Copyright Power And Responsibility
     Viacom enlisted BayTSP, which used keyword searches and "acoustic fingerprinting" to analyze unique identifiers embedded in sound files. Some 900,000 clips were flagged, Viacom spokesman Jeremy Zweig said, and then a human reviewed "every single one of them."
     Viacom General Counsel Michael Fricklas told John Palfrey, who heads Harvard University's Berkman Center for Internet and Society, that the YouTube sting had an error rate of 0.05 percent, but he wished it was zero.
     According to Fricklas' comments, which Palfrey posted on his Web log, YouTube should "retain the material and repost it if an individual believes that the copyright notice was in error." The DMCA requires companies to save allegedly infringing content for just such occasions, but the reposting process is not explicit, he said.
     The Digital Millennium Copyright Act empowers rights holders to kick content offline without lawsuits or court rulings, von Lohmann said. "With great power comes great responsibility," von Lohmann said, quoting the 2002 movie Spider-Man. The takedown authority, he said, "shouldn't be viewed as carte blanche to catch dolphins in this huge driftnet."
     News of the crackdown spread through the blogosphere shortly before a major content distribution deal between Viacom-owned CBS and YouTube soured. The companies were nearing completion of a multiyear agreement, the Wall Street Journal reported, citing sources familiar with the negotiations.

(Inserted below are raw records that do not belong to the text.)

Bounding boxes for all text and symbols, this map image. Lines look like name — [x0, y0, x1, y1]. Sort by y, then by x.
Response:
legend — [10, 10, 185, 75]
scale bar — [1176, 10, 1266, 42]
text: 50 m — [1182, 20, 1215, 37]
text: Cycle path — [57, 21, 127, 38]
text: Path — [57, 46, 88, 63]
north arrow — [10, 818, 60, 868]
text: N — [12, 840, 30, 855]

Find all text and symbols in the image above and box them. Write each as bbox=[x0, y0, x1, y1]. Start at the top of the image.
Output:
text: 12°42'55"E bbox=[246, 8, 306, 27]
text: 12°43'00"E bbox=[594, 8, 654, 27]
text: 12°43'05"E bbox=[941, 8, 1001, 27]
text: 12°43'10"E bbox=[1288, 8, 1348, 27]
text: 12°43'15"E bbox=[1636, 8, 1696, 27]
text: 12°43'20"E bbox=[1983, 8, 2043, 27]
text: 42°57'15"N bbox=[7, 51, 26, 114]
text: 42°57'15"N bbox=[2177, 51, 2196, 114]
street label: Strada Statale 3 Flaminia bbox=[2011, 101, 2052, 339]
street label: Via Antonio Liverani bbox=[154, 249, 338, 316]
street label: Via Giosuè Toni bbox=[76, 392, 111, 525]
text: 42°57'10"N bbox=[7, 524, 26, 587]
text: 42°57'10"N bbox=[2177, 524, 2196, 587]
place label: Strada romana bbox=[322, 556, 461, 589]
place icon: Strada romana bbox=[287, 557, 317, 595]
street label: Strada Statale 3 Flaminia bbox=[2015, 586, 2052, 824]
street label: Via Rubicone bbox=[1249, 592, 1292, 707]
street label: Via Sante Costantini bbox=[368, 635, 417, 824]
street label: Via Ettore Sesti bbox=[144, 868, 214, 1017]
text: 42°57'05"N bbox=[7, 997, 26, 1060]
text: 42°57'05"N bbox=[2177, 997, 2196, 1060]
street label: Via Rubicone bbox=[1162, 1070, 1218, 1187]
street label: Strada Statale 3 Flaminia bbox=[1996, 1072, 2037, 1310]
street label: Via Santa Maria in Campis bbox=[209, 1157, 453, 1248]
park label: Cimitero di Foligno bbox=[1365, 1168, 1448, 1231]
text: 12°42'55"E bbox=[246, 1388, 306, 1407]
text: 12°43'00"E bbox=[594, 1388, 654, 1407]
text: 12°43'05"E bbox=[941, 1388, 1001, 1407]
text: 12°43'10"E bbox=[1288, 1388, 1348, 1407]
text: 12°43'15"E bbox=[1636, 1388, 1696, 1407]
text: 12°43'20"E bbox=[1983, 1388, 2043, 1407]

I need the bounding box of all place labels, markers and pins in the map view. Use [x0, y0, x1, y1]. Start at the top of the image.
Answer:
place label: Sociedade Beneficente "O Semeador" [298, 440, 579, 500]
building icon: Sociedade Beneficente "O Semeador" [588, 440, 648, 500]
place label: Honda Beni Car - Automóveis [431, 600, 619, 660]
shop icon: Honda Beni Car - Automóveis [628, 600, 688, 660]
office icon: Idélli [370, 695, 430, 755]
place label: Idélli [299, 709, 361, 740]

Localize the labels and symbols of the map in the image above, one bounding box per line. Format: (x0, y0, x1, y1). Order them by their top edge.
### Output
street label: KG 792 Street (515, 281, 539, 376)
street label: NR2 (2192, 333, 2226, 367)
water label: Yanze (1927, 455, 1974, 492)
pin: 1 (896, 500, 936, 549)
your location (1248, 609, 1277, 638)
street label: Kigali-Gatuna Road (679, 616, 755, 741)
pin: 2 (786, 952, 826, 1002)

     The same week, Viacom unveiled a similar partnership with the on-demand Internet television service Joost, the brainchild of Web pioneer Niklas Zennstrom. Viacom plans to offer a range of content on the so-called piracy-proof Internet platform.

Caught In The Takedown Typhoon
     YouTube, which was bought by Google for $1.65 billion last year, is seemingly experiencing some growing pains as the service becomes more popular and content owners figure out how to leverage it while protecting intellectual property rights.
     "I'm surprised that it took this long for a major content provider to challenge the rampant infringement going on," said Chris Wolf, an attorney at Proskauer Rose. "YouTube enjoyed a long period of 'don't ask, don't tell' with respect to the postings." Now companies like Viacom are realizing they cannot "stand by and allow their content to be stolen," Wolf said. He called Viacom's YouTube action "entirely appropriate."
     Wolf hopes the crackdown will warn the Internet community that permissions are needed to use copyrighted material. Most entertainment companies support authorized use of their content, he said. "In the end, people will have grater access to video content if the rules are followed."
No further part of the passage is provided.